Activity >> Each line of the data should be given again exactly.

★ ★ ★

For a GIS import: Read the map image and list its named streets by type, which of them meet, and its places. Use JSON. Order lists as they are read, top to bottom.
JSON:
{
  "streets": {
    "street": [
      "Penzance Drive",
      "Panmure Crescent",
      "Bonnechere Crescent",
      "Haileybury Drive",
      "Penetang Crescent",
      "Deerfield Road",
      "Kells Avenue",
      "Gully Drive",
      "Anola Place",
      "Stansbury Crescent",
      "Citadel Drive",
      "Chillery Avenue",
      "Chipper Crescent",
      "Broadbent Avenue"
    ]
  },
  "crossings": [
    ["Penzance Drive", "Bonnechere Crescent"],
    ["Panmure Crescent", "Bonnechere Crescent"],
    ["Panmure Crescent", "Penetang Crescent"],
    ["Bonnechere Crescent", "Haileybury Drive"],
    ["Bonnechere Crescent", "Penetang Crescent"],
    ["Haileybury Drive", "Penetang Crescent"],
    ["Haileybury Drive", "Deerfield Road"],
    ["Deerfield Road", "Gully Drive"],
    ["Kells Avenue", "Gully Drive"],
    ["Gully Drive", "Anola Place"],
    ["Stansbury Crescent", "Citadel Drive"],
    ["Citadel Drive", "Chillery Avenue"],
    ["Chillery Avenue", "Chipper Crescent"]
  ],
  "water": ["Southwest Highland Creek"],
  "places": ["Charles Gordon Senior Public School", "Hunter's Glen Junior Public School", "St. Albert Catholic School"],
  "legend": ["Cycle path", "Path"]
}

★ ★ ★

Exercise result >>
For a GIS import: Read the map image and list its named streets by type, which of them meet, and its places. Use JSON. Order lists as they are read, top to bottom.
JSON:
{
  "streets": {
    "street": [
      "Penzance Drive",
      "Panmure Crescent",
      "Bonnechere Crescent",
      "Haileybury Drive",
      "Penetang Crescent",
      "Deerfield Road",
      "Kells Avenue",
      "Gully Drive",
      "Anola Place",
      "Stansbury Crescent",
      "Citadel Drive",
      "Chillery Avenue",
      "Chipper Crescent",
      "Broadbent Avenue"
    ]
  },
  "crossings": [
    ["Penzance Drive", "Bonnechere Crescent"],
    ["Panmure Crescent", "Bonnechere Crescent"],
    ["Panmure Crescent", "Penetang Crescent"],
    ["Bonnechere Crescent", "Haileybury Drive"],
    ["Bonnechere Crescent", "Penetang Crescent"],
    ["Haileybury Drive", "Penetang Crescent"],
    ["Haileybury Drive", "Deerfield Road"],
    ["Deerfield Road", "Gully Drive"],
    ["Kells Avenue", "Gully Drive"],
    ["Gully Drive", "Anola Place"],
    ["Stansbury Crescent", "Citadel Drive"],
    ["Citadel Drive", "Chillery Avenue"],
    ["Chillery Avenue", "Chipper Crescent"]
  ],
  "water": ["Southwest Highland Creek"],
  "places": ["Charles Gordon Senior Public School", "Hunter's Glen Junior Public School", "St. Albert Catholic School"],
  "legend": ["Cycle path", "Path"]
}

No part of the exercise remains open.